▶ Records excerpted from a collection
=== Begin Enclosure ===

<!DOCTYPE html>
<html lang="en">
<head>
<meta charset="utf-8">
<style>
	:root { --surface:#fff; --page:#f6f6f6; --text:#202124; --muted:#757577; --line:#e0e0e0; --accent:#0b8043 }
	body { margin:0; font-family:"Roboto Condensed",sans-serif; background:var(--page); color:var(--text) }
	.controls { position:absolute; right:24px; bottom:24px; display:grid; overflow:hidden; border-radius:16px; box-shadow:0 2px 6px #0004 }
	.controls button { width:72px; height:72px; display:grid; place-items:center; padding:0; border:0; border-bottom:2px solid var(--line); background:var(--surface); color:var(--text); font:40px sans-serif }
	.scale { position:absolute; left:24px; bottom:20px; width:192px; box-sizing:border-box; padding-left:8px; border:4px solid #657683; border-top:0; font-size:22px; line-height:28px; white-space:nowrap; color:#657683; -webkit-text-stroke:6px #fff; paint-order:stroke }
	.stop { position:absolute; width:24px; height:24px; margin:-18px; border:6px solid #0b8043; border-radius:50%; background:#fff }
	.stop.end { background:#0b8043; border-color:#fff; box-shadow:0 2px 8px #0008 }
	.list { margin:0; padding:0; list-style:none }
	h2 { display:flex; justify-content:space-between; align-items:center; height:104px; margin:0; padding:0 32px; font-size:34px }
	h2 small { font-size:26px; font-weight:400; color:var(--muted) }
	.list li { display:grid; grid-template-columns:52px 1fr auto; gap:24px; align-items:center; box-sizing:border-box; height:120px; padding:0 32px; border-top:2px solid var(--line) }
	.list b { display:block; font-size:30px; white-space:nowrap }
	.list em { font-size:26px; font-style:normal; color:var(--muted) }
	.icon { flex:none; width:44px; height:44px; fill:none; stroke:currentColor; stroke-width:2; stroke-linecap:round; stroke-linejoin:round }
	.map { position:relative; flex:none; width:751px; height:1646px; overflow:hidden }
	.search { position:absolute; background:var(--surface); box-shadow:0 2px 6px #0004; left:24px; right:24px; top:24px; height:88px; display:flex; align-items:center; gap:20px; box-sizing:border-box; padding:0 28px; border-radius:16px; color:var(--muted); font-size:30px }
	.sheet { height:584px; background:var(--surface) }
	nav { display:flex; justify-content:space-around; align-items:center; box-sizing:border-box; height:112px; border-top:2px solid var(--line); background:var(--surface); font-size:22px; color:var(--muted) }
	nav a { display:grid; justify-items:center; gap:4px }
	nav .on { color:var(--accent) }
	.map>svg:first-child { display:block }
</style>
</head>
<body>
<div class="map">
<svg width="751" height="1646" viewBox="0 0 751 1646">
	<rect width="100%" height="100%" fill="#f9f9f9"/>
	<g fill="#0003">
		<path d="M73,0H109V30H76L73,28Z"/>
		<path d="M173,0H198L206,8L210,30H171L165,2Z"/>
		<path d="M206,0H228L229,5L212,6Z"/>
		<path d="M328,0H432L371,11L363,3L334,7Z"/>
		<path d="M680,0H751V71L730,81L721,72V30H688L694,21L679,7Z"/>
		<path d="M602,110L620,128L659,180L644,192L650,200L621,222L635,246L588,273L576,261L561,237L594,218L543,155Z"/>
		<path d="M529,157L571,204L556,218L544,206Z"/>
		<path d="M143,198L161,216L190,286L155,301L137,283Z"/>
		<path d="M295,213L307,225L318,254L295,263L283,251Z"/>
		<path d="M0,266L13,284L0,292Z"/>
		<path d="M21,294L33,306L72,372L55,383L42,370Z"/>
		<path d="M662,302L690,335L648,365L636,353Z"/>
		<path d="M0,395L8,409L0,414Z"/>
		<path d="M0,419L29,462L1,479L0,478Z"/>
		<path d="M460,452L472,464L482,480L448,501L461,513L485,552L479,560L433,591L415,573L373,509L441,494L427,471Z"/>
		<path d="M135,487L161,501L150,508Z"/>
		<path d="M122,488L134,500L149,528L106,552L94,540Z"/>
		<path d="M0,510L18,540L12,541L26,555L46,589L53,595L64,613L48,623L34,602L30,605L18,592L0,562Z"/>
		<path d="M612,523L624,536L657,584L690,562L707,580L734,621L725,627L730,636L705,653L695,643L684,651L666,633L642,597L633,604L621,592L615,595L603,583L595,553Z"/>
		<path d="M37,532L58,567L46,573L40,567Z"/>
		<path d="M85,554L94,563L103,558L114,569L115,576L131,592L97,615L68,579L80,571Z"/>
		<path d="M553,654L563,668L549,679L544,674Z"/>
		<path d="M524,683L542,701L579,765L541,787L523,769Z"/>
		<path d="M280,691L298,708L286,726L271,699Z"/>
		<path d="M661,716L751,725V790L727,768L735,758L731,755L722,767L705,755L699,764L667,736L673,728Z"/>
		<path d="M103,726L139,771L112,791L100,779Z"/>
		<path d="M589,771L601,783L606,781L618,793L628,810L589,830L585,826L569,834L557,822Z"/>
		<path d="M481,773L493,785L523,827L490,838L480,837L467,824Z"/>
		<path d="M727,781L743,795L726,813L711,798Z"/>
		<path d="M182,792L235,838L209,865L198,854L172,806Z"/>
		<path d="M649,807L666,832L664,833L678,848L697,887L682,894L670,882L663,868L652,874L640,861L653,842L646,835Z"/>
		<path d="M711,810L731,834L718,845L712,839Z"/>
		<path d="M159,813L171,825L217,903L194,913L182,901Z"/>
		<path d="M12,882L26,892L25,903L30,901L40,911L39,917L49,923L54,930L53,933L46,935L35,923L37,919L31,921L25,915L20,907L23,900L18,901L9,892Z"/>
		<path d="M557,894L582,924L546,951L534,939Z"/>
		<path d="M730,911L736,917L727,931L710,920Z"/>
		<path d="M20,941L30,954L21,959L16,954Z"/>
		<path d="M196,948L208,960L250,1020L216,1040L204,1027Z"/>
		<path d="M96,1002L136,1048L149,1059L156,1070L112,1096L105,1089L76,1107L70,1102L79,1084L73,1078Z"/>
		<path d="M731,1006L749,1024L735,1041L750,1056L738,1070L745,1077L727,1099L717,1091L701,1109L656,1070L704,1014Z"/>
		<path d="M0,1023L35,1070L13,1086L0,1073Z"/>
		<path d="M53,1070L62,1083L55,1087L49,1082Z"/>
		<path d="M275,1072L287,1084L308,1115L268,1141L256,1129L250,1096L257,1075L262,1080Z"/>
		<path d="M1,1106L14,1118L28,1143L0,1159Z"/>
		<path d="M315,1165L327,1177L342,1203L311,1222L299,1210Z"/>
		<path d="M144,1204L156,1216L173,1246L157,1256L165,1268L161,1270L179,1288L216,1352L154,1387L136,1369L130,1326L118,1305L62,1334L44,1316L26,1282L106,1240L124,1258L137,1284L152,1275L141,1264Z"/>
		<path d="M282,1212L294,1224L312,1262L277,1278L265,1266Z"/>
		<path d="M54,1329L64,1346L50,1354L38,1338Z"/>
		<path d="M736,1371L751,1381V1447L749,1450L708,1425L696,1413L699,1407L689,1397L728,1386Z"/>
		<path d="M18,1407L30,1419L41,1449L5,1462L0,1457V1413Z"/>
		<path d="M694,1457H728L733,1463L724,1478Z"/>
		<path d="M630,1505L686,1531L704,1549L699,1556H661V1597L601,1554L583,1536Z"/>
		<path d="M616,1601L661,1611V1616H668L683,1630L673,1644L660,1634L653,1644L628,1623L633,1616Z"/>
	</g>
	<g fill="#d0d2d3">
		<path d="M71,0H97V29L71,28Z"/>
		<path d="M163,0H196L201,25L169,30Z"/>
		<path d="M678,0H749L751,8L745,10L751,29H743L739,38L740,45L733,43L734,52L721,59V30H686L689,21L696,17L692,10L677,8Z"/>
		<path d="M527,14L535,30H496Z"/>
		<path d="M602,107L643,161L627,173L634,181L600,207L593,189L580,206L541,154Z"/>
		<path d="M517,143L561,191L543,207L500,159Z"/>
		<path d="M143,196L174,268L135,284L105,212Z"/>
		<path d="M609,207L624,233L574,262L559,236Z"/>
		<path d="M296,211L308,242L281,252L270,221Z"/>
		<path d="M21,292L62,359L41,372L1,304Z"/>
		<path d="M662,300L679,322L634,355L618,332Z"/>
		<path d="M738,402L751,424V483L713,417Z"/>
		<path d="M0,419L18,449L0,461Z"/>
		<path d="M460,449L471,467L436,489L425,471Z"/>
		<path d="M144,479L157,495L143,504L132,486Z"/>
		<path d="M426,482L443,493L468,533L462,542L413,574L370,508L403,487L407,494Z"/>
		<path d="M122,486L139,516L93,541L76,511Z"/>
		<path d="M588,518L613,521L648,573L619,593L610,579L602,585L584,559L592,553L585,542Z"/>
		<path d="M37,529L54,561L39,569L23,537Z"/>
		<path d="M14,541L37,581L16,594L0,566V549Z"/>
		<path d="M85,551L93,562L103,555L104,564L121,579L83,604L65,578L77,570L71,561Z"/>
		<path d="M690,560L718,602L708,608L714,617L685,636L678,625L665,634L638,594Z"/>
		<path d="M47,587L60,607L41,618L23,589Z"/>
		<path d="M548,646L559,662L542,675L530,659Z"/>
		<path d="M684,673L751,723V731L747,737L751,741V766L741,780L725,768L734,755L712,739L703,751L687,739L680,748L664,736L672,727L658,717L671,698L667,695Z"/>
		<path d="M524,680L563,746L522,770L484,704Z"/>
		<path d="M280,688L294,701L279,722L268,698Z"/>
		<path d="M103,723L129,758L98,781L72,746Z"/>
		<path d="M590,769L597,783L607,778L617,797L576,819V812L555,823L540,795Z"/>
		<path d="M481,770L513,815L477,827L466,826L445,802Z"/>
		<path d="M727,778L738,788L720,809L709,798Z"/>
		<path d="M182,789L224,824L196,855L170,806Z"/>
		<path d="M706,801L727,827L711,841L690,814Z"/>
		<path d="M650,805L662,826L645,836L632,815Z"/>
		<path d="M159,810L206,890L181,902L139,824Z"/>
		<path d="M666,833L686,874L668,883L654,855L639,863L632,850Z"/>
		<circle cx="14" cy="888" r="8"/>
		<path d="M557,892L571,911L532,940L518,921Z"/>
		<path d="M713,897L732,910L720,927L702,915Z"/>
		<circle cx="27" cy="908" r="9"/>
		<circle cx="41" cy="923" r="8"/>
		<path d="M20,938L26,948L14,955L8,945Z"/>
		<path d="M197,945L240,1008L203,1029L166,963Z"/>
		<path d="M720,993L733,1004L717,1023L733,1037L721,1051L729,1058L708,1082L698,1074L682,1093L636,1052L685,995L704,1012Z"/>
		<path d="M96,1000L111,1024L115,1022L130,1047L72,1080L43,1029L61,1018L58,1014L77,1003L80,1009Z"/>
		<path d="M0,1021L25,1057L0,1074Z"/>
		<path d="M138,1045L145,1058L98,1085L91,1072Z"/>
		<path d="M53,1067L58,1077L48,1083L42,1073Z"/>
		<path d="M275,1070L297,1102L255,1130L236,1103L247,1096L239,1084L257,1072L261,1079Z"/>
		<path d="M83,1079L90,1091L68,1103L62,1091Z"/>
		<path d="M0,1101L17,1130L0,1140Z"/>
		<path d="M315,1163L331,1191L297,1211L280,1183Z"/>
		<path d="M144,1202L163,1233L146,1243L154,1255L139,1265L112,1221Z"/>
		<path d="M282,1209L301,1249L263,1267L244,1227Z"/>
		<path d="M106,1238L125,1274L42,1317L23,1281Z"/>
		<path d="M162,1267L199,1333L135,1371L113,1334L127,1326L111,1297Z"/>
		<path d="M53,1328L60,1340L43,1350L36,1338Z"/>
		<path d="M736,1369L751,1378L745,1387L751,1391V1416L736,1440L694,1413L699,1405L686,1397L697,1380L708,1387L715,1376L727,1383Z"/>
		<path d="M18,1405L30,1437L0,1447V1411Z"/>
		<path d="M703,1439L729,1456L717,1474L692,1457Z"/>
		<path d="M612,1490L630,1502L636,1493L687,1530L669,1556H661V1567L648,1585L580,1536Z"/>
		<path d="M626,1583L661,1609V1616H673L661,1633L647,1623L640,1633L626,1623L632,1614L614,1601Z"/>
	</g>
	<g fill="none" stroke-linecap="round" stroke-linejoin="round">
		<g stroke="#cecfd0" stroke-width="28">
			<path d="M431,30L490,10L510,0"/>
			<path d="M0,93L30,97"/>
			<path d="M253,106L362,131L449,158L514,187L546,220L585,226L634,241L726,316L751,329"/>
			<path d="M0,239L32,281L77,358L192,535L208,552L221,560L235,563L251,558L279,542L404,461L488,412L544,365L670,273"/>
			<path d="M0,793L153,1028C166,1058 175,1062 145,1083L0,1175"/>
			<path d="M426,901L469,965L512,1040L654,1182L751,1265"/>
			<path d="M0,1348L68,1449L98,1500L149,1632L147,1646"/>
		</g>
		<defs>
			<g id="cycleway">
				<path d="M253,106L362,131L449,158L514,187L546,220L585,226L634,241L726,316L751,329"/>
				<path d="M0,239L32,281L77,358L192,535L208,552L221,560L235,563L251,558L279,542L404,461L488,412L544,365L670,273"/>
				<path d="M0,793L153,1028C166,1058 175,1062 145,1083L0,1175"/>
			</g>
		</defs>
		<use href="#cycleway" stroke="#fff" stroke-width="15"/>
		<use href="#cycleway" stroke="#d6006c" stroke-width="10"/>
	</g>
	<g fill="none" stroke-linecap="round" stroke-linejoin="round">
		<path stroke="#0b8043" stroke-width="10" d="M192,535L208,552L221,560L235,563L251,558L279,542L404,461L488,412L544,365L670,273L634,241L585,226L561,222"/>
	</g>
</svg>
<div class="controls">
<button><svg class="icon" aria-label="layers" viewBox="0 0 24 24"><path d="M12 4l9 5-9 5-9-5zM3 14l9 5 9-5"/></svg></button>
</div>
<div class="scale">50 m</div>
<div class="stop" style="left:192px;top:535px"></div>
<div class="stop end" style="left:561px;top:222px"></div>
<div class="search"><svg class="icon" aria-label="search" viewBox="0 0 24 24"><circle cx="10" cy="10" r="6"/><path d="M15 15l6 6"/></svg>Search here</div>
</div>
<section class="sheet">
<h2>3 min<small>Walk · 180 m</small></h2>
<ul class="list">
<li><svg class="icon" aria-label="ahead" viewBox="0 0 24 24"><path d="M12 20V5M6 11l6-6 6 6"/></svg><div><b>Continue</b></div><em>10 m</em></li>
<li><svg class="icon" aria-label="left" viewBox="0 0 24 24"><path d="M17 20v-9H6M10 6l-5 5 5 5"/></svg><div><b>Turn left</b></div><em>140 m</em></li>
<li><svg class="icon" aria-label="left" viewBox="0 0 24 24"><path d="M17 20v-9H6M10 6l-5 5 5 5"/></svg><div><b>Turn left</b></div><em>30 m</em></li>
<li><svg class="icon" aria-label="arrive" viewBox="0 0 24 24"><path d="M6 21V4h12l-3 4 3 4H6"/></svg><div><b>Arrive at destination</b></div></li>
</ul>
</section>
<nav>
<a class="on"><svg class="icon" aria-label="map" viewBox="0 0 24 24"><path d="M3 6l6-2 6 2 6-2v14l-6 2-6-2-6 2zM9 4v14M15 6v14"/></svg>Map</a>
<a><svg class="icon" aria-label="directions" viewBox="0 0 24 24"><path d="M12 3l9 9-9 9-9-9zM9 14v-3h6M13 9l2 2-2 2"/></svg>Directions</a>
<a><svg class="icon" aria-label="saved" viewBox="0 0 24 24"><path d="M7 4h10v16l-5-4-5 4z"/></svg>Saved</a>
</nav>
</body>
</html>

=== End Enclosure ===

▶ ACTIVITY
Up to and including the line with "position:absolute; left:24px; bottom:20px;", repeat the entries exactly, beginning at their first line.

▶ EXPECTED OUTPUT
<!DOCTYPE html>
<html lang="en">
<head>
<meta charset="utf-8">
<style>
	:root { --surface:#fff; --page:#f6f6f6; --text:#202124; --muted:#757577; --line:#e0e0e0; --accent:#0b8043 }
	body { margin:0; font-family:"Roboto Condensed",sans-serif; background:var(--page); color:var(--text) }
	.controls { position:absolute; right:24px; bottom:24px; display:grid; overflow:hidden; border-radius:16px; box-shadow:0 2px 6px #0004 }
	.controls button { width:72px; height:72px; display:grid; place-items:center; padding:0; border:0; border-bottom:2px solid var(--line); background:var(--surface); color:var(--text); font:40px sans-serif }
	.scale { position:absolute; left:24px; bottom:20px; width:192px; box-sizing:border-box; padding-left:8px; border:4px solid #657683; border-top:0; font-size:22px; line-height:28px; white-space:nowrap; color:#657683; -webkit-text-stroke:6px #fff; paint-order:stroke }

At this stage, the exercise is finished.